* [PROVIDED INFORMATION]
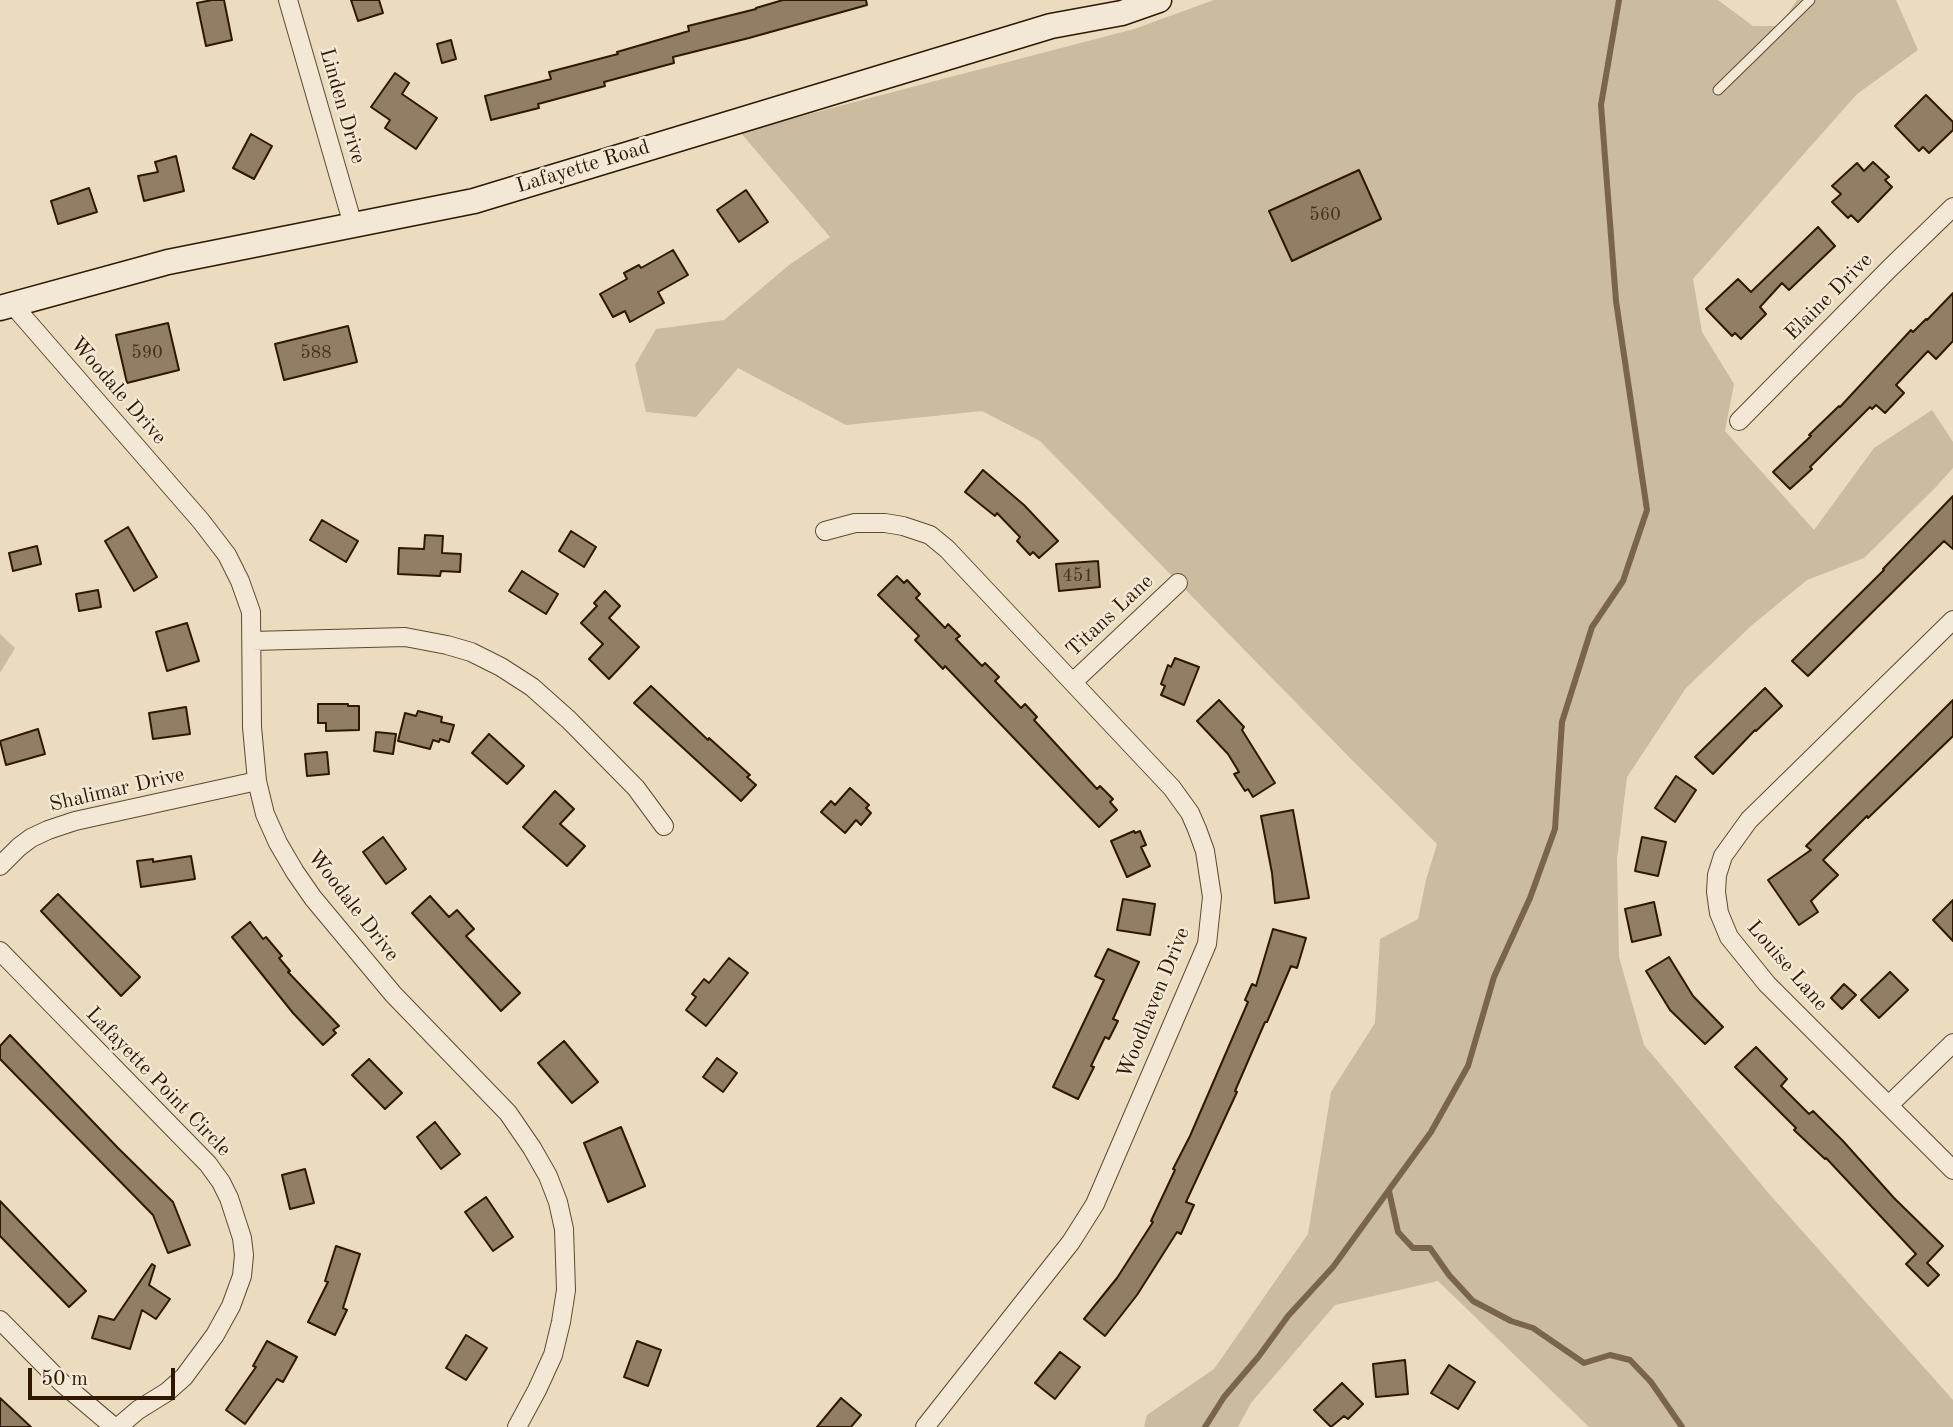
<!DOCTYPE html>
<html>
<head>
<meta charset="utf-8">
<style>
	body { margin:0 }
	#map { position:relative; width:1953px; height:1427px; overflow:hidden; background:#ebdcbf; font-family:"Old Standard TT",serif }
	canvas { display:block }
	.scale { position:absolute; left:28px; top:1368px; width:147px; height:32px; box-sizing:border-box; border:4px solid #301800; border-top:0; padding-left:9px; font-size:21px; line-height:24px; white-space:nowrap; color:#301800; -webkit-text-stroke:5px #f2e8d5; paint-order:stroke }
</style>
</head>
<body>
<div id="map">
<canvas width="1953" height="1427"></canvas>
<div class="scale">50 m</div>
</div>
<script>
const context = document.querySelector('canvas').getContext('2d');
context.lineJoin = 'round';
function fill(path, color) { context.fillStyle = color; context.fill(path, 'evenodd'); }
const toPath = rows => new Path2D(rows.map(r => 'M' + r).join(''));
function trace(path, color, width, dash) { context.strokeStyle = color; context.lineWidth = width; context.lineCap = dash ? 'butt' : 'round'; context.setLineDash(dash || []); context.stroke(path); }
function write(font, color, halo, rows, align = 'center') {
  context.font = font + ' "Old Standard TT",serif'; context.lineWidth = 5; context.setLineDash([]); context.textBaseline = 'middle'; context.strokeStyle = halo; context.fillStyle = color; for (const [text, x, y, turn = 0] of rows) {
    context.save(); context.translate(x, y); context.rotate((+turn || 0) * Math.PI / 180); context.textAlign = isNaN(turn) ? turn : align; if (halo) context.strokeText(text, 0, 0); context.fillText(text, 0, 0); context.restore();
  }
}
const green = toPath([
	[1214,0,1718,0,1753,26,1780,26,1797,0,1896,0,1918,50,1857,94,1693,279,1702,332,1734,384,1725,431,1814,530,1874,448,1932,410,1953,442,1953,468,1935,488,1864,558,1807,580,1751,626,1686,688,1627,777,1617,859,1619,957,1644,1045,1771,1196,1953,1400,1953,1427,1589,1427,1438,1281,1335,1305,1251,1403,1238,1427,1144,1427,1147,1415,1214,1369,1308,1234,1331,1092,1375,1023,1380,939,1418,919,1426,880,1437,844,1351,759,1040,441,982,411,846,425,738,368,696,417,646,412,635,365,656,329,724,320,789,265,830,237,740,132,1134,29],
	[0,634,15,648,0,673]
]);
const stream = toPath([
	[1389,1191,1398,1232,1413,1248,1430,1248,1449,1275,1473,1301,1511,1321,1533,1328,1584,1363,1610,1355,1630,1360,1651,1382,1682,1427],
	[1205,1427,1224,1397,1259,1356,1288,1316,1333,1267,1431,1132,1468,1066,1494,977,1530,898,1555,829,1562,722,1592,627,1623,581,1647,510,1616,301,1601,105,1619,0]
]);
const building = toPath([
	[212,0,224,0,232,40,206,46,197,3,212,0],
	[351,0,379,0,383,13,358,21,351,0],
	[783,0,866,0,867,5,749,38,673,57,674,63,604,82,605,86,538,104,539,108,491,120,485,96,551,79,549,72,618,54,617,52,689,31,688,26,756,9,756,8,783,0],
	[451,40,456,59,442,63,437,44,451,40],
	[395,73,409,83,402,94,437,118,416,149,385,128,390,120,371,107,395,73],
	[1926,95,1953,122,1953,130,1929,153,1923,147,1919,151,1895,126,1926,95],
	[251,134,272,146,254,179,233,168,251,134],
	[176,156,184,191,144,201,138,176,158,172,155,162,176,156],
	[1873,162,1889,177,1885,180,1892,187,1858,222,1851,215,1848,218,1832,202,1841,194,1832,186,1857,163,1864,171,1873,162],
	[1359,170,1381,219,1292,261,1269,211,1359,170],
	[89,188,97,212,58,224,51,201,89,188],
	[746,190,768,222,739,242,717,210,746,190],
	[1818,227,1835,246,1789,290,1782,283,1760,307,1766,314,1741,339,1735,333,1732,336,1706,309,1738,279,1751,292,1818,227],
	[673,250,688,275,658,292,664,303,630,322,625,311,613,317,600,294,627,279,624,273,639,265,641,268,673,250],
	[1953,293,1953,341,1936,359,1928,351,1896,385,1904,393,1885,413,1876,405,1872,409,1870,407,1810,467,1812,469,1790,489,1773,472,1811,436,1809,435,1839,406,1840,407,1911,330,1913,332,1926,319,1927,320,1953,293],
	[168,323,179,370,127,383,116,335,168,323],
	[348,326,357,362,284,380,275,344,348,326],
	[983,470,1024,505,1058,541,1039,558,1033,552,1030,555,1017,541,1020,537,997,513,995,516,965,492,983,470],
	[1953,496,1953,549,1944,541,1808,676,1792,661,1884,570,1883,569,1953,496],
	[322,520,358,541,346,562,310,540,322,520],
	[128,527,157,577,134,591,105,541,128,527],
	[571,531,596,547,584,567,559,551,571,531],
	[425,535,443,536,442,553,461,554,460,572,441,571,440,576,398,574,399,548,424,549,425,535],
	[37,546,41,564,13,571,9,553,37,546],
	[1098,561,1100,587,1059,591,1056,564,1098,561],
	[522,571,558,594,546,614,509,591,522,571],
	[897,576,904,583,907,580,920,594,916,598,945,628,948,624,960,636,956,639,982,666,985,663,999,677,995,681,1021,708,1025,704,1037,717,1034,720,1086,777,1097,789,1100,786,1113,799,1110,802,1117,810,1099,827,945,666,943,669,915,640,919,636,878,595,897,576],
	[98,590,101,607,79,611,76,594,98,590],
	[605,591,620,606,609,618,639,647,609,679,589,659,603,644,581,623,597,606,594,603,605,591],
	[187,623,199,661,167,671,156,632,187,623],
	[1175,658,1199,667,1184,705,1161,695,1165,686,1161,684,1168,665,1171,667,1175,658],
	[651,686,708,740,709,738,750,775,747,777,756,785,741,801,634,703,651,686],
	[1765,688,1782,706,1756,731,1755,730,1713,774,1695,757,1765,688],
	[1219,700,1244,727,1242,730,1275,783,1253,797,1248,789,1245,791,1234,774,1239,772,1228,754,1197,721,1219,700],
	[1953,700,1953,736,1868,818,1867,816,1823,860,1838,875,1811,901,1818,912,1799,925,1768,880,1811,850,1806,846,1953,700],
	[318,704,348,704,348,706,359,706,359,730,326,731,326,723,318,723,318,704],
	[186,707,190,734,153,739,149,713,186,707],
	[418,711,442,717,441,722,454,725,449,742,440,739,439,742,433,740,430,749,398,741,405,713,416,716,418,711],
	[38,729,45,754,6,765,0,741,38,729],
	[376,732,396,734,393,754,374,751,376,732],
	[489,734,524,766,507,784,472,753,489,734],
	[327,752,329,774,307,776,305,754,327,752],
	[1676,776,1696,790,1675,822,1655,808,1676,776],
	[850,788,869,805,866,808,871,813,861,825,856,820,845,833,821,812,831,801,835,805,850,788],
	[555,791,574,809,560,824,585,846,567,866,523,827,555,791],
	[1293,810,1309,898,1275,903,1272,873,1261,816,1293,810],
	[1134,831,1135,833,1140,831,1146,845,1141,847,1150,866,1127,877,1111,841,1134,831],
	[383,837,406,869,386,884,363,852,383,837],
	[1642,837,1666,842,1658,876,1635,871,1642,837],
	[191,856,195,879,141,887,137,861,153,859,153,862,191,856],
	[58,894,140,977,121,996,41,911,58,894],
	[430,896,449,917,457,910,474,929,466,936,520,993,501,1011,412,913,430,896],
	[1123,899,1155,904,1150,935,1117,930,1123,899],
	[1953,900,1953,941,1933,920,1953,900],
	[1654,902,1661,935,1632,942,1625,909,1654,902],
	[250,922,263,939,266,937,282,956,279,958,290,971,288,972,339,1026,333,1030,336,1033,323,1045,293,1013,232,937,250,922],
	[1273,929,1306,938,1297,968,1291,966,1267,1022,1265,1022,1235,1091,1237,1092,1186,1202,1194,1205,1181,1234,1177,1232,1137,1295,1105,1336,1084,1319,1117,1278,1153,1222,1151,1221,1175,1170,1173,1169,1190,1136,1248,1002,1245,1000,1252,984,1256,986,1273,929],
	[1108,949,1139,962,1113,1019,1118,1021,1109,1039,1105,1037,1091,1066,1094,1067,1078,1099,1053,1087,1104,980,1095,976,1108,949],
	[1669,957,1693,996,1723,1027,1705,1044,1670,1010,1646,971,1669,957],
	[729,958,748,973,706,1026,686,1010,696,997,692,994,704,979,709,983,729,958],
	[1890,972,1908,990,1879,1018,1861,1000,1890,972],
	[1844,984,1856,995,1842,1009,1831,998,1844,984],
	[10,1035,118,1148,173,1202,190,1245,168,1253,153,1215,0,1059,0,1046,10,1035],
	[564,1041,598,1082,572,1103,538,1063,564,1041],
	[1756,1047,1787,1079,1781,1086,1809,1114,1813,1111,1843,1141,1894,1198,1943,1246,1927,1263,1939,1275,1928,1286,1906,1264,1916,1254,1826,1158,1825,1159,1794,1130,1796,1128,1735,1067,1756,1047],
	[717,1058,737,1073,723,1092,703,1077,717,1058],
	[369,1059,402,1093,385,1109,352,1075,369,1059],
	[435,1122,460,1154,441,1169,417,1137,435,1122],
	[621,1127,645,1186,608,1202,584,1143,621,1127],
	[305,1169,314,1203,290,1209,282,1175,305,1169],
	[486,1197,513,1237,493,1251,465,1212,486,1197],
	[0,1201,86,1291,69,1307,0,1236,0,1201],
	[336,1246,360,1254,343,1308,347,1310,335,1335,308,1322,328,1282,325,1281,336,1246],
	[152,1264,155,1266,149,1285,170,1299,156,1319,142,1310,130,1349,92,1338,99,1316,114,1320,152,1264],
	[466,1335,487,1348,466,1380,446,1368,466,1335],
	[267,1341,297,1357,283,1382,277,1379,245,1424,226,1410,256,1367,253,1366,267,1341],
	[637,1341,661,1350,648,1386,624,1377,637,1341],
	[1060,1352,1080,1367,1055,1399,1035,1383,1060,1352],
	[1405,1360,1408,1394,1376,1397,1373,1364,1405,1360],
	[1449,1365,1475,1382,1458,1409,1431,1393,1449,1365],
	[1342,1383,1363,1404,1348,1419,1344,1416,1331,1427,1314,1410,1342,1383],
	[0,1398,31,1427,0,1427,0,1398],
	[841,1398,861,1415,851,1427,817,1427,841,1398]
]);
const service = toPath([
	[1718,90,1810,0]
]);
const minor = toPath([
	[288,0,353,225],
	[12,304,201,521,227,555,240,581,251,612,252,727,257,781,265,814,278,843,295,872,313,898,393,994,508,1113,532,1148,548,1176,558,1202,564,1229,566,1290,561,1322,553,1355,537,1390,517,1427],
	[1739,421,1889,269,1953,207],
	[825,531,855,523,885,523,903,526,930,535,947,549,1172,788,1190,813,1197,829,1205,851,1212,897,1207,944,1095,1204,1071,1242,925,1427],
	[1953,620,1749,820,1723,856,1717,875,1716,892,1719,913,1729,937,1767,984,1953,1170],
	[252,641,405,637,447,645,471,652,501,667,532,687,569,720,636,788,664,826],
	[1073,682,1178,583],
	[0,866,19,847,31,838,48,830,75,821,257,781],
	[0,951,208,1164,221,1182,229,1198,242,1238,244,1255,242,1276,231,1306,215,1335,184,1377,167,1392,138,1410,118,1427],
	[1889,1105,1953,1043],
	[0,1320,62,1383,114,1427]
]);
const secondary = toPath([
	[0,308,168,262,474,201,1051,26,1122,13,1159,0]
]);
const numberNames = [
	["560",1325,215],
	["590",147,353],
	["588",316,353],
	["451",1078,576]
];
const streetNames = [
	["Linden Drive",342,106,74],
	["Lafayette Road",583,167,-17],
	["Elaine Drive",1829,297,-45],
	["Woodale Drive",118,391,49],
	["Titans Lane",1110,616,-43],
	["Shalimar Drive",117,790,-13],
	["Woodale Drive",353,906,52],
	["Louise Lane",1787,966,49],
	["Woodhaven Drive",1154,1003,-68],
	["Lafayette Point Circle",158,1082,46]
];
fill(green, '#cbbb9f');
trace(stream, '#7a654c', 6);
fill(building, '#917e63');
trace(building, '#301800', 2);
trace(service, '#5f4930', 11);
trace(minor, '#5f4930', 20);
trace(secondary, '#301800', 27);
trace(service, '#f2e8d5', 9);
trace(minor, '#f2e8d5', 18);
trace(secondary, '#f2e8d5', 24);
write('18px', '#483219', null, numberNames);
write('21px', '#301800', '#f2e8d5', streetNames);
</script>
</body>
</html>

* [PROBLEM]
Output exactly the lines from the first line of the records through the line containing "context.lineJoin = 'round';". Leave out every picture.

* [RESPONSE TO THIS EXERCISE]
<!DOCTYPE html>
<html>
<head>
<meta charset="utf-8">
<style>
	body { margin:0 }
	#map { position:relative; width:1953px; height:1427px; overflow:hidden; background:#ebdcbf; font-family:"Old Standard TT",serif }
	canvas { display:block }
	.scale { position:absolute; left:28px; top:1368px; width:147px; height:32px; box-sizing:border-box; border:4px solid #301800; border-top:0; padding-left:9px; font-size:21px; line-height:24px; white-space:nowrap; color:#301800; -webkit-text-stroke:5px #f2e8d5; paint-order:stroke }
</style>
</head>
<body>
<div id="map">
<canvas width="1953" height="1427"></canvas>
<div class="scale">50 m</div>
</div>
<script>
const context = document.querySelector('canvas').getContext('2d');
context.lineJoin = 'round';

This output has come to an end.